Certains commentateurs commencent à se dire qu'un ticket Obama-Clinton serait une bonne idée. Peut-être. Mais j'en ai une meilleure : un tandem Obama-McCain. Comme ça, au moins, nous aurions une politique étrangère sensée.

A ce jour, la politique étrangère prônée par chacun des deux probables candidats officiels peut se résumer comme suit : Obama veut parler avec tout le monde et McCain avec personne. J'imagine que tous deux ne demandent qu'à nuancer leurs positions, mais une crainte mortelle de paraître raisonnables les en dissuade. Obama est le porte-étendard d'une frange de l'électorat qui pense que la plupart des problèmes de cette planète sont la faute des Etats-Unis et que leur résolution ne dépend que de l'ouverture d'esprit d'un président attentif aux différences culturelles. McCain, pour sa part, cherche le vote de ceux qui pensent que ce n'est jamais la faute des Etats-Unis et que ce serait faire preuve de faiblesse que de reconnaître l'existence, et les revendications parfois justifiées, de groupes comme le Hamas et le Hezbollah, ou d'un pays comme l'Iran.

J'attribue les difficultés d'Obama à son inexpérience et à une certaine naïveté préoccupante. McCain, lui, mesure parfaitement ce qu'il dit et à quel point il se trompe, car lui-même tenait autrefois le discours opposé. En 2006, lors d'un entretien avec l'ancien membre de l'administration Clinton devenu journaliste James Rubin, ce dernier lui avait demandé si les diplomates américains devraient continuer à travailler avec les autorités palestiniennes dans la bande de Gaza, "si le Hamas parvenait au pouvoir", ce qui venait juste de se produire. McCain avait alors répondu que oui. Et quand Rubin a récemment rappelé cet épisode, tout le camp McCain lui est tombé dessus, le traitant de menteur et l'accusant de citer leur candidat hors contexte.


L'équipe de campagne de McCain a alors fourni un extrait de cet entretien, coupé par Rubin avant la publication. "Je pense que l'évolution de cette relation dépendra du comportement du Hamas, pas de celui des Etats-Unis." Non seulement c'est évident, mais en plus ça ne change rien du tout. Nous n'avons toujours pas la promesse solennelle que McCain ne négociera jamais avec le Hamas tant que celui-ci n'aura pas changé de nature. Il est clair que McCain s'est rendu coupable aux yeux de certains de trop de flexibilité par le passé. Voilà qui est dangereux tant qu'il n'a pas fédéré le parti derrière lui. On pourrait le prendre pour un modéré.
Quant à Obama, il se présente comme l'exact opposé de son rival, mourant d'envie de parler avec tous ceux avec qui McCain refuse de discuter. La négociation est un art difficile, surtout quand l'un des négociateurs est porté par une presse libre et exubérante qui le pousse au compromis tandis que l'autre est entouré de laquais tremblants et rampants.
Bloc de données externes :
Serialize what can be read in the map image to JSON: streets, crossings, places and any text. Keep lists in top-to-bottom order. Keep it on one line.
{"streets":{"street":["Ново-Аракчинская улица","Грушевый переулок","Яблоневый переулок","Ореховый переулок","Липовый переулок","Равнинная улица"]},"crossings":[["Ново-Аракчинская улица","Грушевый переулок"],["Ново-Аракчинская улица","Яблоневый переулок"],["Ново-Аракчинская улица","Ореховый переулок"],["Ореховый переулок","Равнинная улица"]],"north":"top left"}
Les campagnes électorales ont tendance à transformer des esprits brillants en imbéciles. Hillary Clinton s'est ridiculisée par sa version très personnelle de son passage en Bosnie [elle a prétendu être descendue d'un avion sous le feu des balles lors d'un voyage effectué au temps où son mari Bill Clinton était président], Barack Obama est resté trop longtemps sans rien faire pendant que son pasteur le faisait passer pour un idiot [le pasteur Jeremiah Wright, qui a marié Obama, a tenu des propos accusant les Etats-Unis de complot contre les Noirs, Obama a fini par le désavouer] et McCain, qui se lève chaque matin comme l'être le plus raisonnable de ce pays, traite un homme de menteur parce qu'il est gêné par ses propres déclarations. Personne ne s'en tire bien.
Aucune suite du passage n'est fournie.